Gather every line in the records below that contains the word "scale".

AVAILABLE RECORDS:
=== Section Start ===

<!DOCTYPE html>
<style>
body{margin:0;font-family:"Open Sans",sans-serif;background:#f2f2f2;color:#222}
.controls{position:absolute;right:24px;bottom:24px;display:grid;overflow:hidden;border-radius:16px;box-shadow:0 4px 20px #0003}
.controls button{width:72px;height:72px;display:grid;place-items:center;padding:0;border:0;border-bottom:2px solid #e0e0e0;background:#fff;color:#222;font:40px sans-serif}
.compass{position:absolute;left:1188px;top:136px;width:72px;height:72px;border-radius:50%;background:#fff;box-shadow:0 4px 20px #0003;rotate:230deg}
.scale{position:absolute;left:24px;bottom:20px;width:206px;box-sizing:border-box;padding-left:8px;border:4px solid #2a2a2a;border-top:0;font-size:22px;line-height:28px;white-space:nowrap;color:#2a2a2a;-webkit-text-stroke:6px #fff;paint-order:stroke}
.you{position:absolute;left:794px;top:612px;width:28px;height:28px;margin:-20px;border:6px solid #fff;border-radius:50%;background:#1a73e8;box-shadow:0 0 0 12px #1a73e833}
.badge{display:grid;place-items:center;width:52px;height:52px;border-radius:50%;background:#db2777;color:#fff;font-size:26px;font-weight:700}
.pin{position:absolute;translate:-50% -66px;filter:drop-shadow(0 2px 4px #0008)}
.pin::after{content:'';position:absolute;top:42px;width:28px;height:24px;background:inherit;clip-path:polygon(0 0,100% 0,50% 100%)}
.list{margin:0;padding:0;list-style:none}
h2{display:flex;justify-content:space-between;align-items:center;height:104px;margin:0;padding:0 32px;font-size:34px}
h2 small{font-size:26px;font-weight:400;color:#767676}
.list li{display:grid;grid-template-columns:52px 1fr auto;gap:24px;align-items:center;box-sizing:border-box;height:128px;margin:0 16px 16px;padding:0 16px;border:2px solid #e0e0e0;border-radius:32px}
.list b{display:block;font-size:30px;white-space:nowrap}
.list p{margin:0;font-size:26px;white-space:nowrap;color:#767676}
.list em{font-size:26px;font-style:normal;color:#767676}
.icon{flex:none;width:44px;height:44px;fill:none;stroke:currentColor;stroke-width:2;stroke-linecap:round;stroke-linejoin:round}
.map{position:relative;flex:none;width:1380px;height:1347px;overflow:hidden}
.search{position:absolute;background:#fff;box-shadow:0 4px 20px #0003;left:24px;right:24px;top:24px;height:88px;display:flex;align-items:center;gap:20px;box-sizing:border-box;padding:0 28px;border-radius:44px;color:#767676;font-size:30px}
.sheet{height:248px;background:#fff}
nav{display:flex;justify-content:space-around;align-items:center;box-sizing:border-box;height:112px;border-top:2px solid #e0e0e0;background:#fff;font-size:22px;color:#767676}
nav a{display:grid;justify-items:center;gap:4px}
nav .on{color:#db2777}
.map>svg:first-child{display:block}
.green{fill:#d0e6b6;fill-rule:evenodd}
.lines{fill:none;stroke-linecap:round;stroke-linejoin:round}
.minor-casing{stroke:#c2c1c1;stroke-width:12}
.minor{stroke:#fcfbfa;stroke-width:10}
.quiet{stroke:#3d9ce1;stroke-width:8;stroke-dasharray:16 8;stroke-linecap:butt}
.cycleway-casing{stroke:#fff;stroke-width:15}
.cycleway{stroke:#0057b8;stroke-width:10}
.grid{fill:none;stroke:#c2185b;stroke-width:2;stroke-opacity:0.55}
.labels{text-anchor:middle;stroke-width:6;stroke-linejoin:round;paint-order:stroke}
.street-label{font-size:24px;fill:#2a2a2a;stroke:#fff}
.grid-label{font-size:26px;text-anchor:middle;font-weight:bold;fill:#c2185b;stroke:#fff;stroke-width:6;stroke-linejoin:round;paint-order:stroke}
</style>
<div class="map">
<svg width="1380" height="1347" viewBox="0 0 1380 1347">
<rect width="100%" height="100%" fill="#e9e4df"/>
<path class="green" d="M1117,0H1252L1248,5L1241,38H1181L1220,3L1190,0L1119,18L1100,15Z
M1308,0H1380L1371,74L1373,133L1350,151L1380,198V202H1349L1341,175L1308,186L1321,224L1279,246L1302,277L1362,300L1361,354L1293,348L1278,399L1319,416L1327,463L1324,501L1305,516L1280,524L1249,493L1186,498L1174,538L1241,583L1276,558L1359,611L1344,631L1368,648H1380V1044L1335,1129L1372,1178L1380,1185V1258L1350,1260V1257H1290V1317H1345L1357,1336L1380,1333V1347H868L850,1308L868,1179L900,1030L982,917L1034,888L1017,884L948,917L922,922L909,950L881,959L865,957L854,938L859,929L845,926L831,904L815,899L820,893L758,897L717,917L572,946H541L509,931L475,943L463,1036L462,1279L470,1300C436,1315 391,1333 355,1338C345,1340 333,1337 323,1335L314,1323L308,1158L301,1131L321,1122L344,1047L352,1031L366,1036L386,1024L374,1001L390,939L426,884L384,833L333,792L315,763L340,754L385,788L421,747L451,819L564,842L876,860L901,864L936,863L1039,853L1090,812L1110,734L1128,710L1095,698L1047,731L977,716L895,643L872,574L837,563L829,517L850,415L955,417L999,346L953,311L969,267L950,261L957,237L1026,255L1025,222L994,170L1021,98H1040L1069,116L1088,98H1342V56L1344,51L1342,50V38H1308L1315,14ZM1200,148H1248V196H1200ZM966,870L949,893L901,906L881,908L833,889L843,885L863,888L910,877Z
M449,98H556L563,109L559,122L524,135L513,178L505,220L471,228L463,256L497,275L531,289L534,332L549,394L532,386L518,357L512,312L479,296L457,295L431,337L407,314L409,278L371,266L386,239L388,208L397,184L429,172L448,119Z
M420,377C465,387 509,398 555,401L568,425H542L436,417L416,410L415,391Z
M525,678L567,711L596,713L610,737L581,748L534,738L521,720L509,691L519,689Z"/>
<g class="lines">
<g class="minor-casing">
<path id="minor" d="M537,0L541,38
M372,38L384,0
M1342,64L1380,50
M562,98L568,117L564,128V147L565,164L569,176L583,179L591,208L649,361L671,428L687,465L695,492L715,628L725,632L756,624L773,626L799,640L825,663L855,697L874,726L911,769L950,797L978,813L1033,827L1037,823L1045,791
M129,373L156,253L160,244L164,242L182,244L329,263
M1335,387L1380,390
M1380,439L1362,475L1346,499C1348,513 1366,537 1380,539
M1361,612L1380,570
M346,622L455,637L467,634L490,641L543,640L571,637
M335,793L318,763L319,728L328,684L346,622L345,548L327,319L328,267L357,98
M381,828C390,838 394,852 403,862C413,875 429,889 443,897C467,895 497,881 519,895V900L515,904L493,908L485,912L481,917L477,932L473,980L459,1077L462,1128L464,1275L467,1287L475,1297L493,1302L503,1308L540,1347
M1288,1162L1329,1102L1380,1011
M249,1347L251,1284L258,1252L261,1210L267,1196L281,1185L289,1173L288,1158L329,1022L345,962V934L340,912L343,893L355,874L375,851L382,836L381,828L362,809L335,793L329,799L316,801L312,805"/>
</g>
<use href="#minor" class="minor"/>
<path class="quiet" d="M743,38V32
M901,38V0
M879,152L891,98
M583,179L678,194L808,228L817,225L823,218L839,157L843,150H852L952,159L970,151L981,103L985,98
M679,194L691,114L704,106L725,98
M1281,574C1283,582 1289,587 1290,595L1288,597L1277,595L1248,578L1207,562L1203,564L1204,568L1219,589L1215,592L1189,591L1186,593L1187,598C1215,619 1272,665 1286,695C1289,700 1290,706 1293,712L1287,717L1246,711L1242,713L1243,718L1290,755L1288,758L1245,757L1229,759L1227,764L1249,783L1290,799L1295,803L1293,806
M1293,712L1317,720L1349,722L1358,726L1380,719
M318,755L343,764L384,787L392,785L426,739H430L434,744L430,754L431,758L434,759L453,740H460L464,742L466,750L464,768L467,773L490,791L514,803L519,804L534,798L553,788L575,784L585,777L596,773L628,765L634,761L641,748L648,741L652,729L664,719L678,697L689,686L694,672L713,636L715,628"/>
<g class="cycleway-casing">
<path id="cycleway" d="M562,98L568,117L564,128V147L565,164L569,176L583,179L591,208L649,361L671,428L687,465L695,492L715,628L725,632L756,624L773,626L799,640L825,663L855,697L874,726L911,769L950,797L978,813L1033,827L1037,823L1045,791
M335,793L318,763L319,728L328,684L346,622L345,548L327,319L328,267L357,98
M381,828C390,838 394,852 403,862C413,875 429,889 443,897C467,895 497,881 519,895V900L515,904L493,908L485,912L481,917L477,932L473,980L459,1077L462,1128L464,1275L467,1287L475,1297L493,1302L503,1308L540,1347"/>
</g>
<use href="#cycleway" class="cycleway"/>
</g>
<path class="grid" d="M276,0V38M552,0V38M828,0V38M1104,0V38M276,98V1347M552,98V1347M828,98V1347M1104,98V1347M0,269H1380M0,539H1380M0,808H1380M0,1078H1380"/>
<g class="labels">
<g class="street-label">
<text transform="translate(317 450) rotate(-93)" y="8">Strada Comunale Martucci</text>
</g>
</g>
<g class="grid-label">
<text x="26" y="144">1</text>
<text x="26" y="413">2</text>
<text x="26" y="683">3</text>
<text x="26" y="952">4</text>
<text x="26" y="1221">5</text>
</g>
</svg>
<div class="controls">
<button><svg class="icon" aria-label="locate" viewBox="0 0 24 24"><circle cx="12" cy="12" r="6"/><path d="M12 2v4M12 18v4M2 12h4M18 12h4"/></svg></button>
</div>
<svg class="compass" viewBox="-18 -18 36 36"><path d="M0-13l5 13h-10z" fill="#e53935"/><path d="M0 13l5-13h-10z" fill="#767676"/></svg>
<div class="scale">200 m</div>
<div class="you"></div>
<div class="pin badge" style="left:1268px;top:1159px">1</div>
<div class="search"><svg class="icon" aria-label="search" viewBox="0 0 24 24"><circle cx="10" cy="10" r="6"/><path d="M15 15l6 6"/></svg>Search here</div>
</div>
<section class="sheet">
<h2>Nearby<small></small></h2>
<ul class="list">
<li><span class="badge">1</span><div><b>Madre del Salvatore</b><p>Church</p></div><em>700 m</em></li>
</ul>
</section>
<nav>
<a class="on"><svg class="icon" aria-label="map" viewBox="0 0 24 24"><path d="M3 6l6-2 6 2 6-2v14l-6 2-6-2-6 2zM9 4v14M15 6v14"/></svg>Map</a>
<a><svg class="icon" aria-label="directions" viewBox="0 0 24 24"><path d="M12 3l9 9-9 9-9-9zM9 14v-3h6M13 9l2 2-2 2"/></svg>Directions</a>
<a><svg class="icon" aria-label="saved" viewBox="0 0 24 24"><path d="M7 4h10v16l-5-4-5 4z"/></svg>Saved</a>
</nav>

=== Section End ===

EXERCISE ANSWER:
.scale{position:absolute;left:24px;bottom:20px;width:206px;box-sizing:border-box;padding-left:8px;border:4px solid #2a2a2a;border-top:0;font-size:22px;line-height:28px;white-space:nowrap;color:#2a2a2a;-webkit-text-stroke:6px #fff;paint-order:stroke}
<div class="scale">200 m</div>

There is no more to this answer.